After the death of Pope Leo IX, a Roman delegation headed by Hildebrand, later Pope Gregory VII, travelled to Mainz and asked the Emperor for the nomination of a successor. He suggested Gebhard, who was duly nominated in September 1054. Gebhard, taking the name Victor II, moved to Rome and was enthroned in St. Peter's Basilica on 13 April 1055.
Victor excommunicated both Ramon Berenguer I, count of Barcelona, and Almodis, countess of Limoges, for adultery, at the behest of Ermesinde of Carcassonne, in 1055.[2][3]
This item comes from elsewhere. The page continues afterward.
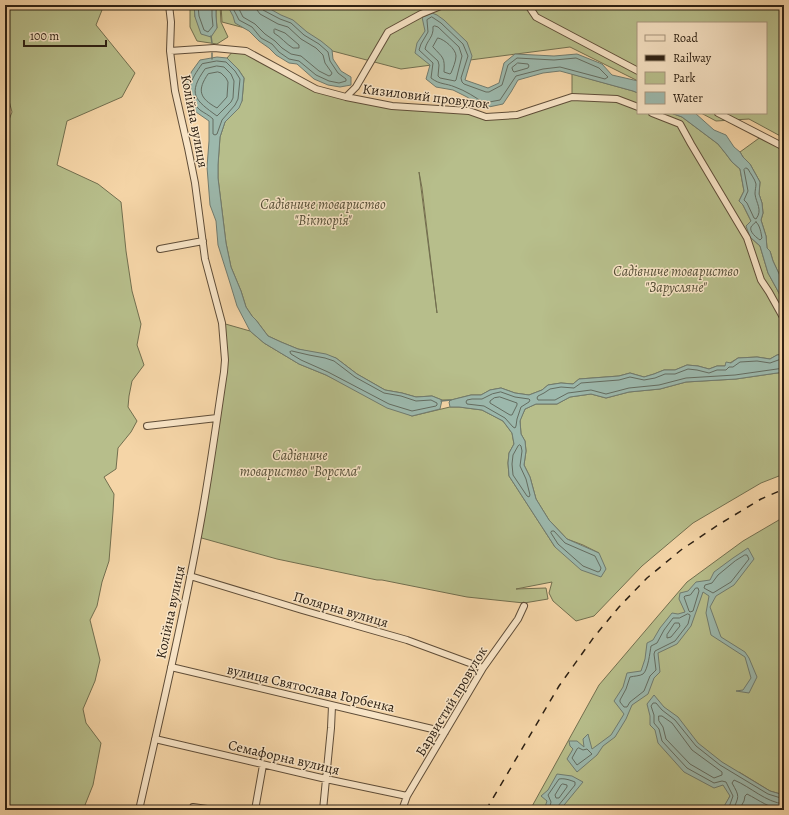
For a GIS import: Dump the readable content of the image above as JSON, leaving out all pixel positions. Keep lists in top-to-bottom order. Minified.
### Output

In June 1055, Victor met the Emperor at Florence and held a council, which reinforced Pope Leo IX's condemnation of clerical marriage, simony, and the loss of the church's properties. In the following year, he was summoned to the Emperor's side, and was with Henry III when he died at Bodfeld in the Harz on 5 October 1056. As guardian of Henry III's infant son Henry and adviser of the Empress Agnes, Henry IV's mother and regent, Victor II now wielded enormous power, which he used to maintain peace throughout the empire and to strengthen the papacy against the aggressions of the barons. He died shortly after his return to Italy, at Arezzo, on 28 July 1057.
Victor II's retinue wished to bring his remains to the cathedral at Eichstätt for burial. Before they reached the city, however, the remains were seized by some citizens of Ravenna and buried there in the Church of Santa Maria Rotonda, the burial place of Theodoric the Great.[4]
Although there have been nine German Popes, Victor II is one of only three Popes from the territory of present-day Germany, the others being Pope Clement II (1046–47) and Benedict XVI (2005–13).
Notes
- ^ Coulombe, Charles A., Vicars of Christ: A History of the Popes, (Citadel Press, 2003), 208.
- ^ Bernard F. Reilly, The Contest of Christian and Muslim Spain, 1031-1157, (Blackwell Publishing, 1995), 67.
- ^ Ermessenda of Barcelona. The status of her authority, Patricia Humphrey, Queens, Regents and Potentates, ed. Theresa M. Vann, (Academia Press, 1993), 34.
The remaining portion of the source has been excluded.